Her ne kadar davalı yapı maliki olarak kusursuz sorumlu ise de, zarar gören her şeyden evvel yapının davalıya ait olduğunu ve kazanın davalıya ait rögar kapağından kaynaklandığını yani illiyet bağını 6098 Sayılı TBK’nın 50, 4721 sayılı TMK’nın 6, 6100 Sayılı HMK’nın 190.maddesi gereğince öncelikle ispat etmek zorundadır.

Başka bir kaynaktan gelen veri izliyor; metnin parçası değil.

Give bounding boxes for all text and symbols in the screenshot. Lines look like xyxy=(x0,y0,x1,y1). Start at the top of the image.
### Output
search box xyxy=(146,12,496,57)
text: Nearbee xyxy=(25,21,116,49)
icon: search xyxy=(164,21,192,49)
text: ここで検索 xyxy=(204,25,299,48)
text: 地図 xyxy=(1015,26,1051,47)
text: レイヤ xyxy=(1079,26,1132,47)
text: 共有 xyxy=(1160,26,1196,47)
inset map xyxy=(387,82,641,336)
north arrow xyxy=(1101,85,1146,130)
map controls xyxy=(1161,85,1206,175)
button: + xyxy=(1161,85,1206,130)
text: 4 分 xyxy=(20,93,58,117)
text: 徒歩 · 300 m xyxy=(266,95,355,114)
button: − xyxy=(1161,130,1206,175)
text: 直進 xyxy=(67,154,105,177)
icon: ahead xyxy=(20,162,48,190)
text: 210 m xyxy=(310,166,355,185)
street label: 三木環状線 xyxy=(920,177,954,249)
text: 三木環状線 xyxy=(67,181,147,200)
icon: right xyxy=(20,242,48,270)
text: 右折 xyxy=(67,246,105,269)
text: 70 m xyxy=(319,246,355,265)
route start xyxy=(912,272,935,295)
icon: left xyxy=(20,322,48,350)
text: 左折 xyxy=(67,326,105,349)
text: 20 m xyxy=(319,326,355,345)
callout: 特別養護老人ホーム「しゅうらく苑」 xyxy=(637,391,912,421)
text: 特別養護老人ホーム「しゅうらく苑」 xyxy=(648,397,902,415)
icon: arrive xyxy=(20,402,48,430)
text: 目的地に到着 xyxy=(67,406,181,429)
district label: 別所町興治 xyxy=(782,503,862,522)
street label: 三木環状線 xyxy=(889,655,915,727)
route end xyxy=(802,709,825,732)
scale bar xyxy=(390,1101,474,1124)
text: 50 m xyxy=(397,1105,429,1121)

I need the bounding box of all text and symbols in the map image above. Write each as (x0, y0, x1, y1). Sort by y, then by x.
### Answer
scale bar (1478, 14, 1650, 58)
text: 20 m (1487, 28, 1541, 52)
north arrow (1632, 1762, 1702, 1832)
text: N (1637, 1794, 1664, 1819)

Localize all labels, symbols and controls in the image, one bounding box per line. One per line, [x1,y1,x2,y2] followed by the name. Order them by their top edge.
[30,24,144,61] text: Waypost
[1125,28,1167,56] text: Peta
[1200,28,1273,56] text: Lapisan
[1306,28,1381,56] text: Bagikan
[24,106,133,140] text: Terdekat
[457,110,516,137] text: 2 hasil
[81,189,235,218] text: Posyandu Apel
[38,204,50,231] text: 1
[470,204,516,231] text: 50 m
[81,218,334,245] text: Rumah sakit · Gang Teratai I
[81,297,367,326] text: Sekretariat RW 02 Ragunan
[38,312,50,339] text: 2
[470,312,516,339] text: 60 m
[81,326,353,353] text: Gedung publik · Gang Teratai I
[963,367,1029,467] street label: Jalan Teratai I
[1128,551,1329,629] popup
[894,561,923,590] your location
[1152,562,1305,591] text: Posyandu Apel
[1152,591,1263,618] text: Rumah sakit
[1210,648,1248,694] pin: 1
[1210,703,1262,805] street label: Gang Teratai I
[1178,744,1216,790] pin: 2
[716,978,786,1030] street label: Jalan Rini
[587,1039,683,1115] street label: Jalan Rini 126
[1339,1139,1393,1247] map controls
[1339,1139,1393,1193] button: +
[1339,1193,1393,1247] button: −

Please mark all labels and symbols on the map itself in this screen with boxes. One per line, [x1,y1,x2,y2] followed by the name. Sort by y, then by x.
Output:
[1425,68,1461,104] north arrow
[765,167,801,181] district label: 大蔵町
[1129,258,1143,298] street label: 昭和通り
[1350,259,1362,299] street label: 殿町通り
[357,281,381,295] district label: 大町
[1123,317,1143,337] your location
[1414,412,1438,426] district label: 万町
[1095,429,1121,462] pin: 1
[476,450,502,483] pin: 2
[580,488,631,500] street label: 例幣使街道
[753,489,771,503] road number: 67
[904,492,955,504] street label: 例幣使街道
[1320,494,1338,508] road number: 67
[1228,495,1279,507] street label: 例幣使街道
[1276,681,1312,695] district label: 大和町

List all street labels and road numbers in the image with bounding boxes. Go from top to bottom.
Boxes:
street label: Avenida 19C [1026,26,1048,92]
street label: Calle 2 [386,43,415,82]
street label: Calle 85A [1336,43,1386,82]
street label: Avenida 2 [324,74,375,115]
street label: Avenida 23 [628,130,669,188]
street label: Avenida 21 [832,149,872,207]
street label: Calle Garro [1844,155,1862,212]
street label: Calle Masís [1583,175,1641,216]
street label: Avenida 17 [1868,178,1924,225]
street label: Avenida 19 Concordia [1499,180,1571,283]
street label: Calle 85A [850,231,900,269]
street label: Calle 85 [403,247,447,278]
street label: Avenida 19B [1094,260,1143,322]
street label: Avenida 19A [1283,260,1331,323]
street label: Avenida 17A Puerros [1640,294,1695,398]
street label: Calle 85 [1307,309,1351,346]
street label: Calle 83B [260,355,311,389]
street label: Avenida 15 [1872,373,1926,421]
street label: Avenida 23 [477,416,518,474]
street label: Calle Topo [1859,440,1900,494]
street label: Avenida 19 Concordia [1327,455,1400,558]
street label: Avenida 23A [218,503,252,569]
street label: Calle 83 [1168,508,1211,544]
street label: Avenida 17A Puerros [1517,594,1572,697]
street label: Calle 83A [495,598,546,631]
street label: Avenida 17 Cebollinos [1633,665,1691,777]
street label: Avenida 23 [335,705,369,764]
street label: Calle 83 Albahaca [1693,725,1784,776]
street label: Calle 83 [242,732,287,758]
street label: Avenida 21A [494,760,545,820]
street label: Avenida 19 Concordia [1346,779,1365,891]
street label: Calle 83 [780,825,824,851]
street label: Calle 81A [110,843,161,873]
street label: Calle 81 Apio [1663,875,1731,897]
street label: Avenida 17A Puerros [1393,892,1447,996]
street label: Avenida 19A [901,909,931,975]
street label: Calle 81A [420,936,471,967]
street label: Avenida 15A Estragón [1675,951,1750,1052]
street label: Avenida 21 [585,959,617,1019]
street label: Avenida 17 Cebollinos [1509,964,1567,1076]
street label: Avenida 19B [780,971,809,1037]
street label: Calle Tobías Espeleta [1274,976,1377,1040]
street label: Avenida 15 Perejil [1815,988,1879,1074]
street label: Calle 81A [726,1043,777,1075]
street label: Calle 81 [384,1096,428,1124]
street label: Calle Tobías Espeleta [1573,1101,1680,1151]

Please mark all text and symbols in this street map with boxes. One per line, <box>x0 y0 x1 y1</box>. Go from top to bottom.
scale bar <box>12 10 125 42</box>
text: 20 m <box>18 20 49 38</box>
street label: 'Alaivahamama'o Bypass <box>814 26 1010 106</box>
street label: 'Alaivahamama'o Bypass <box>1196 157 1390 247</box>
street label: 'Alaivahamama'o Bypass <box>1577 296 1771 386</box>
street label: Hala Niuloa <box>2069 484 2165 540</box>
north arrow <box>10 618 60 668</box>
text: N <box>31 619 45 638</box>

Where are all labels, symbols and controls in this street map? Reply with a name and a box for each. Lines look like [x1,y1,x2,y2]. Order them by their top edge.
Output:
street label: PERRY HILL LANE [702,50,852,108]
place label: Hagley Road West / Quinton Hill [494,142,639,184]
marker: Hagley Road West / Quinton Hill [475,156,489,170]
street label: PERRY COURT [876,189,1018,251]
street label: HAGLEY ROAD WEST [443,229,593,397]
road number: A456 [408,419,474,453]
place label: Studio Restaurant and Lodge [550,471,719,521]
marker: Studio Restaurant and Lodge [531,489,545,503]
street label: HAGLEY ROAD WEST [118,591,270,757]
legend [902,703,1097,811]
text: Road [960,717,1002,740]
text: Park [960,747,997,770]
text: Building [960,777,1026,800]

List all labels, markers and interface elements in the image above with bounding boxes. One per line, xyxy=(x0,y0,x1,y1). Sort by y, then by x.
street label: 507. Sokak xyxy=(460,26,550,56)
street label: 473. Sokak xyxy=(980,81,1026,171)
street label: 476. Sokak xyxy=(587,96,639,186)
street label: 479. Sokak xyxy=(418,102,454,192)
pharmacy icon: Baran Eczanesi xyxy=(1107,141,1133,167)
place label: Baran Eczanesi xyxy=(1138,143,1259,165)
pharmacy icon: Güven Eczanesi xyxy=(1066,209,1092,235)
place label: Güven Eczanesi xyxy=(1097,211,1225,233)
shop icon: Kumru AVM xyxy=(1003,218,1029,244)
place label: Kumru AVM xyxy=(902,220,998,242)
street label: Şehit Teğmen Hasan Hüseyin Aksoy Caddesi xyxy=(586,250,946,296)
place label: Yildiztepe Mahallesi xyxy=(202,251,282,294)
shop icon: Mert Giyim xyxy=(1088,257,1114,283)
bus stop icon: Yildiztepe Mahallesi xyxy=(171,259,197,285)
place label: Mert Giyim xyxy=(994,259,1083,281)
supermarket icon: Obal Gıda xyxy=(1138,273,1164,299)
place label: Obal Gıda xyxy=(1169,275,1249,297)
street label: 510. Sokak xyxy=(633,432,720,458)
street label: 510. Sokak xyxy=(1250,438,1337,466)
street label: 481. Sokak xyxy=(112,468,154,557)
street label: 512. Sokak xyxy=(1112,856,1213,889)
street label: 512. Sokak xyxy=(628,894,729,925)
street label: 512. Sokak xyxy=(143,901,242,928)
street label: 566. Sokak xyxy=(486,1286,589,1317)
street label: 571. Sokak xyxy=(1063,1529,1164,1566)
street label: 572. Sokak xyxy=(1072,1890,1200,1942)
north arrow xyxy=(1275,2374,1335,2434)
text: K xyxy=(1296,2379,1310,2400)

Somut olayda; 04/04/2018 tarihinde Bodrum Yalıkavak Mahallesi Hacıyeri Caddesi No; 17 önünde meskun mahalde, düz eğimsiz yolda, saat 21.10 sularında davacıya ait … plaka sayılı araç sürücüsünün davalıya ait olduğu …’den gelen 25/10/2018 tarihli yazı içeriği ve üzerinde bulunan davalının unvanından anlaşılan kapağının bulunduğu yere yeterince iyi sabitlenmemesi nedeniyle yerinden çıkarak davacının aracının sol arka lastiğini patlatması nedeniyle aracın sola yönelerek ters dönerek gerçekleşen trafik kazasının davalının kendisine ait rögar kapağının bakım, onarım ve kontrolünü yeterince iyi yapmamasından kaynaklandığı, davacının kazanın gerçekleşmesinde kusuru bulunmadığı Adli Tıp Trafik İhtisas Dairesi ile dosyadaki ikili rapor içeriği ve kaza tespit tutanağıyla sabit olduğundan; ilk derece mahkemesince davacının zararından davalının TBK un 69 uncu maddesi uyarınca yapı maliki olarak sorumlu tutulmasında hukuka aykırılık bulunmamaktadır. Olayda davacı taraf kusursuz olduğundan, dava dışı kişilerin kusurunun araştırılması yönündeki davalı itirazları davacıya karşı olan tam sorumluluğunu ortadan kaldırmayacağından, davalı vekilinin husumete, sorumluluğa değinen tüm istinaf nedenleri yerinde görülmemiştir.
Öte yandan, hukukumuzda gerçek zarar ilkesi geçerlidir. Zarar gören ancak haksız fiil nedeniyle uğradığı gerçek zararını haksız fiil sorumlularından isteyebilir. Gerçek zarar, kişinin isteği dışında gerek malvarlığında ve gerekse kişi varlığında meydana getirilen bir eksilmedir. Miktarı ise malvarlığında hukuka aykırı tecavüzün meydana gelmeden önceki ve sonraki durumları arasındaki fark olarak tanımlanabilir. Malvarlığındaki eksilmenin saptanması için zarar bırakıcı eylemden sonra meydana gelen durum ile bu davranış yapılmasa idi gösterecek olduğu durumun karşılaştırılması gerekir. Zararın varlığı ile tutarının belirlenmesi tazminatın saptanmasından önceki bir evredir ve onun dayanağını oluşturur. Tazminat miktarı hiçbir zaman meydana gelen gerçek zarar tutarını aşmamalıdır. Zarar gören oluşan zararın üstünde bir yarar sağlayamaz.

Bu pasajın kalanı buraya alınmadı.